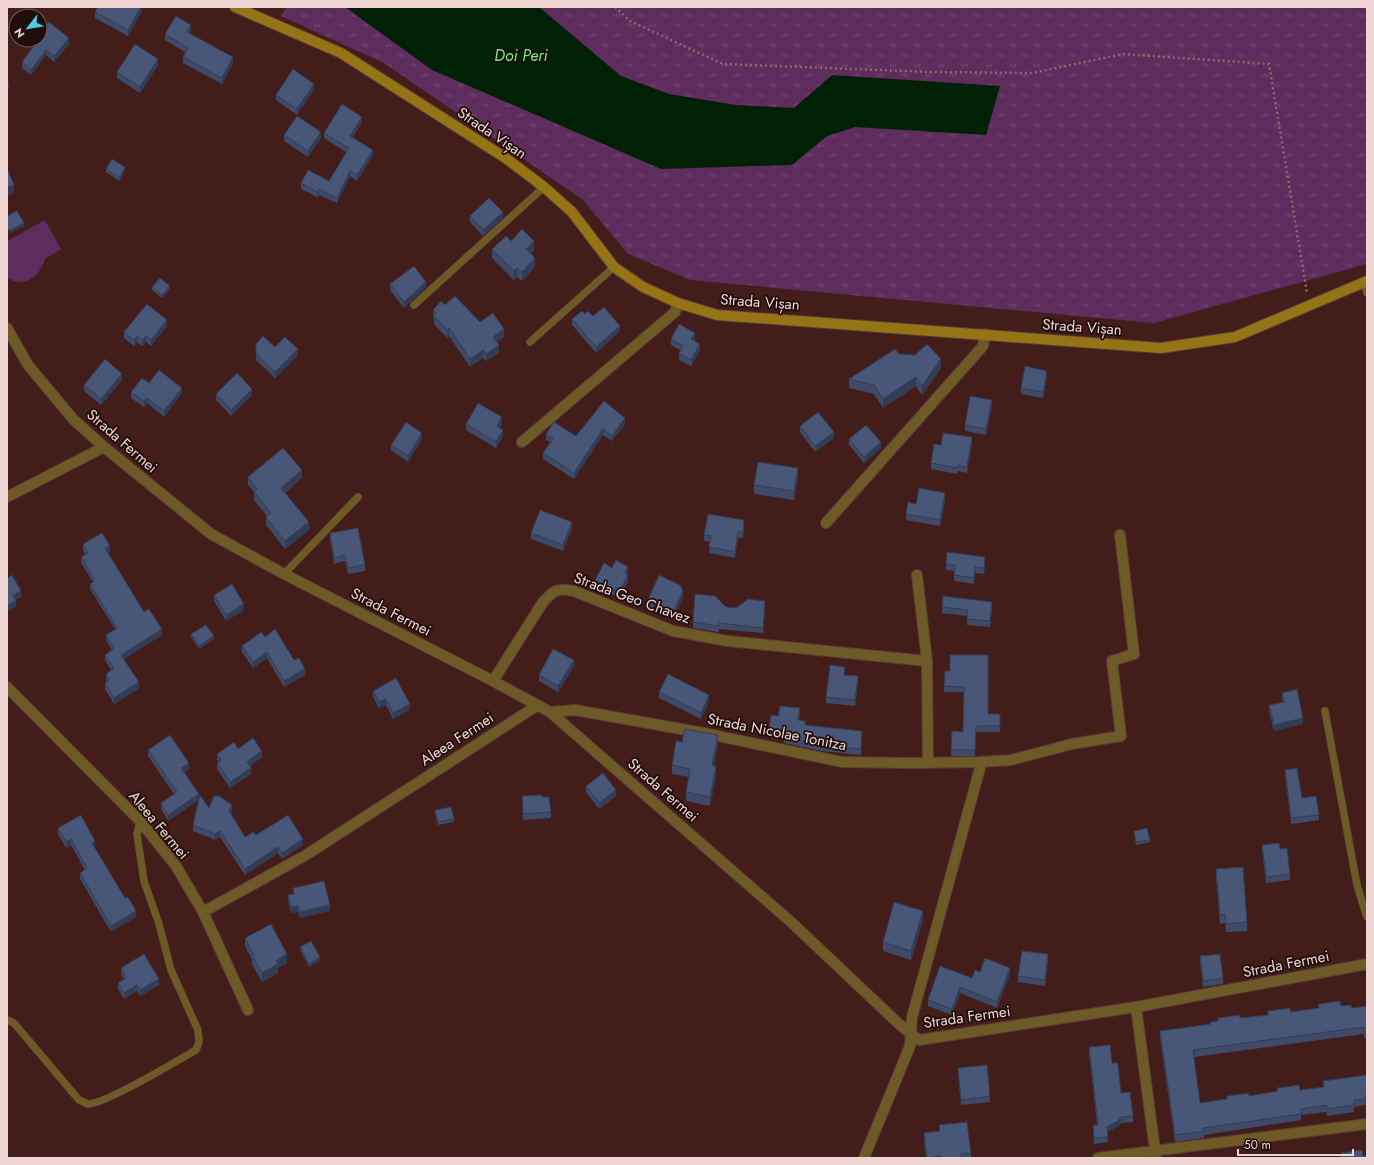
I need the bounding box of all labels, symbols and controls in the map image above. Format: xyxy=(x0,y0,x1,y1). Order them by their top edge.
north arrow xyxy=(8,8,48,48)
text: N xyxy=(10,25,29,41)
water label: Doi Peri xyxy=(494,44,549,67)
street label: Strada Vișan xyxy=(453,102,531,164)
street label: Strada Vișan xyxy=(720,288,800,316)
street label: Strada Vișan xyxy=(1042,313,1122,341)
street label: Strada Fermei xyxy=(82,404,162,478)
street label: Strada Geo Chavez xyxy=(571,567,693,629)
street label: Strada Fermei xyxy=(347,582,435,642)
street label: Aleea Fermei xyxy=(416,707,498,771)
street label: Strada Nicolae Tonitza xyxy=(706,708,848,756)
street label: Strada Fermei xyxy=(623,753,703,827)
street label: Aleea Fermei xyxy=(124,786,194,864)
street label: Strada Fermei xyxy=(1241,945,1331,983)
street label: Strada Fermei xyxy=(922,1000,1012,1034)
scale bar xyxy=(1238,1131,1353,1157)
text: 50 m xyxy=(1244,1136,1271,1154)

-*-

What you return must match the records letter for letter, except that the pictures stay out.

I need the bounding box of all labels, symbols and controls in the map image above. Format: xyxy=(x0,y0,x1,y1). Order them by their top edge.
north arrow xyxy=(8,8,48,48)
text: N xyxy=(10,25,29,41)
water label: Doi Peri xyxy=(494,44,549,67)
street label: Strada Vișan xyxy=(453,102,531,164)
street label: Strada Vișan xyxy=(720,288,800,316)
street label: Strada Vișan xyxy=(1042,313,1122,341)
street label: Strada Fermei xyxy=(82,404,162,478)
street label: Strada Geo Chavez xyxy=(571,567,693,629)
street label: Strada Fermei xyxy=(347,582,435,642)
street label: Aleea Fermei xyxy=(416,707,498,771)
street label: Strada Nicolae Tonitza xyxy=(706,708,848,756)
street label: Strada Fermei xyxy=(623,753,703,827)
street label: Aleea Fermei xyxy=(124,786,194,864)
street label: Strada Fermei xyxy=(1241,945,1331,983)
street label: Strada Fermei xyxy=(922,1000,1012,1034)
scale bar xyxy=(1238,1131,1353,1157)
text: 50 m xyxy=(1244,1136,1271,1154)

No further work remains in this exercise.